ACTION ITEM
Extract each line from the entries below that has the string "rows" in it.

=== INPUT MATERIAL ===

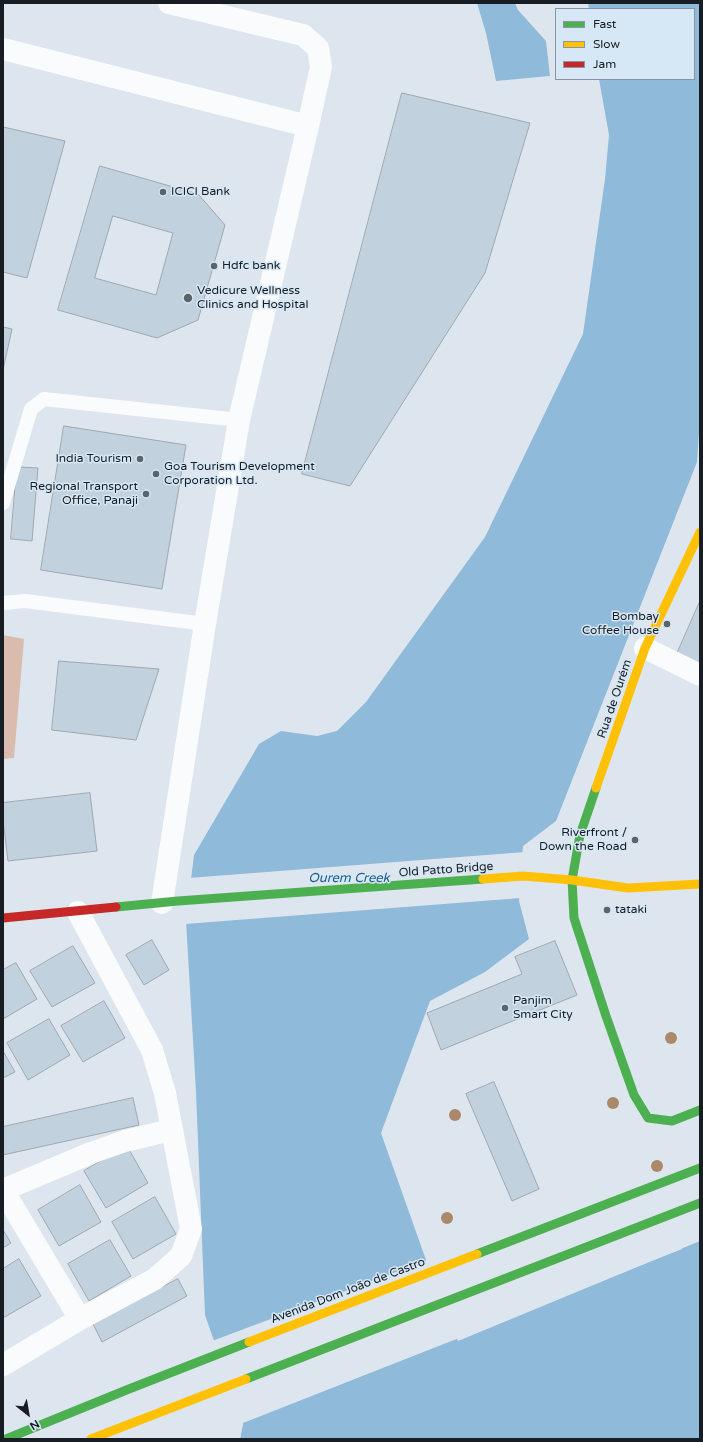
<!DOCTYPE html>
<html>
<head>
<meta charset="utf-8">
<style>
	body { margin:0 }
	#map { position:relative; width:703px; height:1442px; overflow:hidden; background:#dde6ee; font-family:"Varela Round",sans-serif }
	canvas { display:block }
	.frame { position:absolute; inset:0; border:4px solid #171d22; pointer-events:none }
	.legend { position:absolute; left:555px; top:8px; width:140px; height:72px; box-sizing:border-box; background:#d6e7f5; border:1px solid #8a96a1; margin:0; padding:5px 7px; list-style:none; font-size:12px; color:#171d22 }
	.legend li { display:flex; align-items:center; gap:8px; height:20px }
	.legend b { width:20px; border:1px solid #8a96a1 }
	.north { position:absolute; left:8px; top:1394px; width:40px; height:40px; -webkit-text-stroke:3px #d6e7f5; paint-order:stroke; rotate:149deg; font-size:11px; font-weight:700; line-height:16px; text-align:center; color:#171d22 }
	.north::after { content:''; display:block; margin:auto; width:14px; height:18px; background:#171d22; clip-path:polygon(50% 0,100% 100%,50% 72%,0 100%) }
</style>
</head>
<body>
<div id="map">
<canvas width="703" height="1442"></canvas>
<div class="frame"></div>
<ul class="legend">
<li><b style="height:5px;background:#4caf50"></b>Fast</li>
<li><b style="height:5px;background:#ffc107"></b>Slow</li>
<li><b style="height:5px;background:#c62828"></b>Jam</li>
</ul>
<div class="north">N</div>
</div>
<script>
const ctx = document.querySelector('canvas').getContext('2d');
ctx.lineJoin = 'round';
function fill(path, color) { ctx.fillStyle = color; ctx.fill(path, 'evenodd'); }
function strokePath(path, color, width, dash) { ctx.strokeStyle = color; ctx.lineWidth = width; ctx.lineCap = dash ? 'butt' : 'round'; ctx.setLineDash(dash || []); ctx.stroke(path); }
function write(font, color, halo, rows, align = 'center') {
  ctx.font = font + ' "Varela Round",sans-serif'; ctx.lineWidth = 3; ctx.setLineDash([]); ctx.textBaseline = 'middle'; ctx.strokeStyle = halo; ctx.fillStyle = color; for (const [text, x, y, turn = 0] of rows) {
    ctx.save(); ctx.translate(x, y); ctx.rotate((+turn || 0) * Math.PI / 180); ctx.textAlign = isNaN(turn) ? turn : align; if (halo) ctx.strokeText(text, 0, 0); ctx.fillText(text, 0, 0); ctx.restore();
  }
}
const forest = new Path2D(`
	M 3,635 L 24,639 L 14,758 L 3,759 Z`);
const water = new Path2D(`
	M 477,3 L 515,3 L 518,10 L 546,41 L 550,76 L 496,81 L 486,33 Z
	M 588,3 L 700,3 L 700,417 L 697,462 L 556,821 L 523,846 L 519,901 L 529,939 L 485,972 L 430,1001 L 381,1133 L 426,1260 L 458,1341 L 700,1241 L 700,1439 L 240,1439 L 243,1424 L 205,1315 L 196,1092 L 186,921 L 194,855 L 259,744 L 281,731 L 317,736 L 337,731 L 366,702 L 485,537 L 583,334 L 605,179 L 609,135 L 599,79 L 694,79 L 694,9 L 589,9 Z`);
const pier = new Path2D(`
	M 525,852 L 521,898 L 185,924 L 185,914 L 189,878 Z
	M 682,1246 L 682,1249 L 532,1308 Z
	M 428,1260 L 459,1338 L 243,1423 L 240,1439 L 238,1439 L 241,1424 L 212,1341 Z`);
const building = new Path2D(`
	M 402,93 L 530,123 L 485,273 L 350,486 L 302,474 Z
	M 3,127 L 65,141 L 27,278 L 3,272 Z
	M 100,166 L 198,194 L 225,225 L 198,320 L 157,338 L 58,310 ZM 113,216 L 173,233 L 156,295 L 95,278 Z
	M 3,327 L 12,329 L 3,370 Z
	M 64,426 L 186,445 L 162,589 L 41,570 Z
	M 17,467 L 38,468 L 32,541 L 11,539 Z
	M 700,601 L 700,666 L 676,656 Z
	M 59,661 L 159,669 L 136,740 L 52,730 Z
	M 90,793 L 97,851 L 8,861 L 3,820 L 3,803 Z
	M 152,940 L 169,970 L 144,985 L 126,955 Z
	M 555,941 L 577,995 L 441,1050 L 427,1013 L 522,974 L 515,957 Z
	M 73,946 L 95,983 L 52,1007 L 30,971 Z
	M 16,963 L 37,999 L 3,1019 L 3,970 Z
	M 104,1001 L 125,1038 L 83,1062 L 61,1026 Z
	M 49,1019 L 70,1055 L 28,1080 L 7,1043 Z
	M 3,1051 L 15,1072 L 3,1078 Z
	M 494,1082 L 539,1189 L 512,1201 L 466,1094 Z
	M 133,1098 L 139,1125 L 3,1155 L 3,1127 Z
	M 127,1146 L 148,1183 L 106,1208 L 84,1171 Z
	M 80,1185 L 101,1222 L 59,1246 L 38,1210 Z
	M 155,1197 L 176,1234 L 133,1259 L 112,1222 Z
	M 3,1230 L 11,1243 L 3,1248 Z
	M 110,1240 L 131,1276 L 89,1301 L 68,1264 Z
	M 19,1259 L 41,1296 L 3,1318 L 3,1269 Z
	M 178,1279 L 187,1296 L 102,1342 L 93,1324 Z`);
const lane = new Path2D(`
	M 3,503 L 31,409 L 44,399 L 239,420
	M 3,603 L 25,601 L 205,624`);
const street = new Path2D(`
	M 3,49 L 308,126
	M 645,648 L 700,675
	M 162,903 L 205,624 L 239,420 L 308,126 L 321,67 L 318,48 L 303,35 L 169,3
	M 3,1190 L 91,1153 L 125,1141 L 171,1130
	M 3,1190 L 80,1319
	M 3,1365 L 80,1319 L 155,1279 L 181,1256 L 191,1229 L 165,1093 L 152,1050 L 78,912`);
const fast = new Path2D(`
	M 596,788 L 580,835 L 572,880 L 574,918 L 606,1016 L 634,1095 L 648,1118 L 672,1121 L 700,1110
	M 116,907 L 178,901 L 483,879
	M 477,1254 L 700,1168
	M 246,1379 L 700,1203
	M 6,1439 L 129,1389 L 249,1342`);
const slow = new Path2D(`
	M 596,788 L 645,648 L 700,532
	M 483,879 L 523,876 L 572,880 L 628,888 L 700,884
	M 249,1342 L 477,1254
	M 91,1439 L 246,1379`);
const jam = new Path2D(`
	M 3,918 L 116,907`);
const trees = [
	[671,1038],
	[613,1103],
	[455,1115],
	[657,1166],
	[447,1218]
];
const markers = [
	[163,192,4,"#5c6369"],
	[214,266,4,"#5c6369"],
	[188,298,5,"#5c6369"],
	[140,459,4,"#5c6369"],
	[156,474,4,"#5c6369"],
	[146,494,4,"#5c6369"],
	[667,624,4,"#5c6369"],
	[635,840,4,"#5c6369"],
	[607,910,4,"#5c6369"],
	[505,1008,4,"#5c6369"]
];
const poiNames = [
	["ICICI Bank",171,192],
	["Hdfc bank",222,266],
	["Vedicure Wellness",197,291],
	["Clinics and Hospital",197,305],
	["India Tourism",132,459,"right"],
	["Goa Tourism Development",164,467],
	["Corporation Ltd.",164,481],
	["Regional Transport",138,487,"right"],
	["Office, Panaji",138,501,"right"],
	["Bombay",659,617,"right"],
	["Coffee House",659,631,"right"],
	["Riverfront /",627,833,"right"],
	["Down the Road",627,847,"right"],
	["tataki",615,910],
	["Panjim",513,1001],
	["Smart City",513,1015]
];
const streetNames = [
	["Rua de Ourém",615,699,-71],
	["Old Patto Bridge",446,870,-4],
	["Avenida Dom João de Castro",348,1291,-21]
];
const waterNames = [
	["Ourem Creek",349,879]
];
fill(forest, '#d9bcad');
fill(water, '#90bada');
fill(pier, '#dde6ee');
fill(building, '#c2d1de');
strokePath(building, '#a0a7ad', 1);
strokePath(lane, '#fafbfc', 14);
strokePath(street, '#fafbfc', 22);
strokePath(fast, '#4caf50', 9);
strokePath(slow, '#ffc107', 9);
strokePath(jam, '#c62828', 9);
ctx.fillStyle = '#ac886b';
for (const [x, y] of trees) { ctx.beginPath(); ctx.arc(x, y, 6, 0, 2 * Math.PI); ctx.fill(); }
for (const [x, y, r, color] of markers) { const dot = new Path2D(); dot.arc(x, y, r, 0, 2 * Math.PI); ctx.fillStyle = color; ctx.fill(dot); strokePath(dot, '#d6e7f5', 1.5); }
write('12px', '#171d22', '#d6e7f5', poiNames, 'left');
write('12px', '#171d22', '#d6e7f5', streetNames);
write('italic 13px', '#1d5c86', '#d6e7f5', waterNames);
</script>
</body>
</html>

===

WRITTEN ANSWER
function write(font, color, halo, rows, align = 'center') {
  ctx.font = font + ' "Varela Round",sans-serif'; ctx.lineWidth = 3; ctx.setLineDash([]); ctx.textBaseline = 'middle'; ctx.strokeStyle = halo; ctx.fillStyle = color; for (const [text, x, y, turn = 0] of rows) {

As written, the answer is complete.